● **Assignment**: Print every line of the data exactly as shown.

Supplied information Start Marker

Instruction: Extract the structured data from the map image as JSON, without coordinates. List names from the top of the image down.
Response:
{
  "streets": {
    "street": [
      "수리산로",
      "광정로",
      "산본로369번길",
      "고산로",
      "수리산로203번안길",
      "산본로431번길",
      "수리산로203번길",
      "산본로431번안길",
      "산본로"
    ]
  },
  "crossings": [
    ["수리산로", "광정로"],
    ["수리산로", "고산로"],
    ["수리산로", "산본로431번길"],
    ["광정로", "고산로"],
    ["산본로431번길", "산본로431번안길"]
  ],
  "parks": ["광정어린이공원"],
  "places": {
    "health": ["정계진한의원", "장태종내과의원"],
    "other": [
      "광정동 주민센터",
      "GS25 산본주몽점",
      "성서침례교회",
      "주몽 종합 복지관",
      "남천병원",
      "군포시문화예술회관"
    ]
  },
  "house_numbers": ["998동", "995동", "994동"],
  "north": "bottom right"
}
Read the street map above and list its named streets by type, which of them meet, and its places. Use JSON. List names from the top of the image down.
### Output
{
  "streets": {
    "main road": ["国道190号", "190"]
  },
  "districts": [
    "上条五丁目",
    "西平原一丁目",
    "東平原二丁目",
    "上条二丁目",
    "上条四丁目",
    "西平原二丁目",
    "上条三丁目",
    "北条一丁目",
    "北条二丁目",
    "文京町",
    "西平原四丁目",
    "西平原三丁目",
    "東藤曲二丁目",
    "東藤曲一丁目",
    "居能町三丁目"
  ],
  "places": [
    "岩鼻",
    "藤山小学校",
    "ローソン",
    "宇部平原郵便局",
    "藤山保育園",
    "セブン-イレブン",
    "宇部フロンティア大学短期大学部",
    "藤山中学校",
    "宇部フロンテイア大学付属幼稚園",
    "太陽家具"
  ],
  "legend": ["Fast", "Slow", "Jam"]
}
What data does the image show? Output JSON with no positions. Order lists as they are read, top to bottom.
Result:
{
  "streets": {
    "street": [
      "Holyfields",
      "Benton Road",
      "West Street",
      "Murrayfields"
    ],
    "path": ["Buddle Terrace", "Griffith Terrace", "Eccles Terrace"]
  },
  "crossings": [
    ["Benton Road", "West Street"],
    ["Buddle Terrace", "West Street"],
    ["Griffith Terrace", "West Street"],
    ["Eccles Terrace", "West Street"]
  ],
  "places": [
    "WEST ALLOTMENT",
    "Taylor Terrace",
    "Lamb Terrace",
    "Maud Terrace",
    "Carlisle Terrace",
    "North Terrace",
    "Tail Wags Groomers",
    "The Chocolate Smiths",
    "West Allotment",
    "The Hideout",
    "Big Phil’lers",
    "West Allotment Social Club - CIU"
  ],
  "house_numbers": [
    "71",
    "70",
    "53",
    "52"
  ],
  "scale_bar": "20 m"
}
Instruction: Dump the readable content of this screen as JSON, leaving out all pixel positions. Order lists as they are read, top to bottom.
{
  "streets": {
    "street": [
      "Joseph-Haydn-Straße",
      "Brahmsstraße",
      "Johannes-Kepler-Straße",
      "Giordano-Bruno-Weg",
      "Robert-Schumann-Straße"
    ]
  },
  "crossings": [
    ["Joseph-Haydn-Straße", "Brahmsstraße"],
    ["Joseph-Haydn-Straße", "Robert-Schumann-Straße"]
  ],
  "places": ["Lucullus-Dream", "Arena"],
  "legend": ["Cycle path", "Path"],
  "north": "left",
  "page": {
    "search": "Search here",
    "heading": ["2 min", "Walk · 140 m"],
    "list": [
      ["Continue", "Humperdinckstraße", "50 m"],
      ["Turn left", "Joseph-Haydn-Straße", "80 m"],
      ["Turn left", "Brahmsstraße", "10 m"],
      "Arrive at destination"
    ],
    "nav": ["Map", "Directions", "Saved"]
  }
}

Supplied information End Marker

● **Exercise output**:
Instruction: Extract the structured data from the map image as JSON, without coordinates. List names from the top of the image down.
Response:
{
  "streets": {
    "street": [
      "수리산로",
      "광정로",
      "산본로369번길",
      "고산로",
      "수리산로203번안길",
      "산본로431번길",
      "수리산로203번길",
      "산본로431번안길",
      "산본로"
    ]
  },
  "crossings": [
    ["수리산로", "광정로"],
    ["수리산로", "고산로"],
    ["수리산로", "산본로431번길"],
    ["광정로", "고산로"],
    ["산본로431번길", "산본로431번안길"]
  ],
  "parks": ["광정어린이공원"],
  "places": {
    "health": ["정계진한의원", "장태종내과의원"],
    "other": [
      "광정동 주민센터",
      "GS25 산본주몽점",
      "성서침례교회",
      "주몽 종합 복지관",
      "남천병원",
      "군포시문화예술회관"
    ]
  },
  "house_numbers": ["998동", "995동", "994동"],
  "north": "bottom right"
}
Read the street map above and list its named streets by type, which of them meet, and its places. Use JSON. List names from the top of the image down.
### Output
{
  "streets": {
    "main road": ["国道190号", "190"]
  },
  "districts": [
    "上条五丁目",
    "西平原一丁目",
    "東平原二丁目",
    "上条二丁目",
    "上条四丁目",
    "西平原二丁目",
    "上条三丁目",
    "北条一丁目",
    "北条二丁目",
    "文京町",
    "西平原四丁目",
    "西平原三丁目",
    "東藤曲二丁目",
    "東藤曲一丁目",
    "居能町三丁目"
  ],
  "places": [
    "岩鼻",
    "藤山小学校",
    "ローソン",
    "宇部平原郵便局",
    "藤山保育園",
    "セブン-イレブン",
    "宇部フロンティア大学短期大学部",
    "藤山中学校",
    "宇部フロンテイア大学付属幼稚園",
    "太陽家具"
  ],
  "legend": ["Fast", "Slow", "Jam"]
}
What data does the image show? Output JSON with no positions. Order lists as they are read, top to bottom.
Result:
{
  "streets": {
    "street": [
      "Holyfields",
      "Benton Road",
      "West Street",
      "Murrayfields"
    ],
    "path": ["Buddle Terrace", "Griffith Terrace", "Eccles Terrace"]
  },
  "crossings": [
    ["Benton Road", "West Street"],
    ["Buddle Terrace", "West Street"],
    ["Griffith Terrace", "West Street"],
    ["Eccles Terrace", "West Street"]
  ],
  "places": [
    "WEST ALLOTMENT",
    "Taylor Terrace",
    "Lamb Terrace",
    "Maud Terrace",
    "Carlisle Terrace",
    "North Terrace",
    "Tail Wags Groomers",
    "The Chocolate Smiths",
    "West Allotment",
    "The Hideout",
    "Big Phil’lers",
    "West Allotment Social Club - CIU"
  ],
  "house_numbers": [
    "71",
    "70",
    "53",
    "52"
  ],
  "scale_bar": "20 m"
}
Instruction: Dump the readable content of this screen as JSON, leaving out all pixel positions. Order lists as they are read, top to bottom.
{
  "streets": {
    "street": [
      "Joseph-Haydn-Straße",
      "Brahmsstraße",
      "Johannes-Kepler-Straße",
      "Giordano-Bruno-Weg",
      "Robert-Schumann-Straße"
    ]
  },
  "crossings": [
    ["Joseph-Haydn-Straße", "Brahmsstraße"],
    ["Joseph-Haydn-Straße", "Robert-Schumann-Straße"]
  ],
  "places": ["Lucullus-Dream", "Arena"],
  "legend": ["Cycle path", "Path"],
  "north": "left",
  "page": {
    "search": "Search here",
    "heading": ["2 min", "Walk · 140 m"],
    "list": [
      ["Continue", "Humperdinckstraße", "50 m"],
      ["Turn left", "Joseph-Haydn-Straße", "80 m"],
      ["Turn left", "Brahmsstraße", "10 m"],
      "Arrive at destination"
    ],
    "nav": ["Map", "Directions", "Saved"]
  }
}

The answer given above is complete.